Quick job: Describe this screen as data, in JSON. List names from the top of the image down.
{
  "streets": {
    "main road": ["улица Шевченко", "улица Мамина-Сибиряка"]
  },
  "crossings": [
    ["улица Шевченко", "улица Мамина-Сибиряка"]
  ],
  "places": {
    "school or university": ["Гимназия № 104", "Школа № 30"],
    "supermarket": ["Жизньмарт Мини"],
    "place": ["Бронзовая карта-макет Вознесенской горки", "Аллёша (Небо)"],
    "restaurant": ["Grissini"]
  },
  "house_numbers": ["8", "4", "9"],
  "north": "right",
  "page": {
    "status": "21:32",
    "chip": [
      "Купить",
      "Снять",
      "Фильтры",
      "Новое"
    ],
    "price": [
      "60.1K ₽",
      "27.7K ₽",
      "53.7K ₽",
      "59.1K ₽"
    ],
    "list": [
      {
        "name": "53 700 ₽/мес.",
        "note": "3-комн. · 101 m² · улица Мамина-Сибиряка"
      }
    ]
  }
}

## [To do]
Across the whole listing above, report each line that includes "Сибиряка".

## [Solution]
    "main road": ["улица Шевченко", "улица Мамина-Сибиряка"]
    ["улица Шевченко", "улица Мамина-Сибиряка"]
        "note": "3-комн. · 101 m² · улица Мамина-Сибиряка"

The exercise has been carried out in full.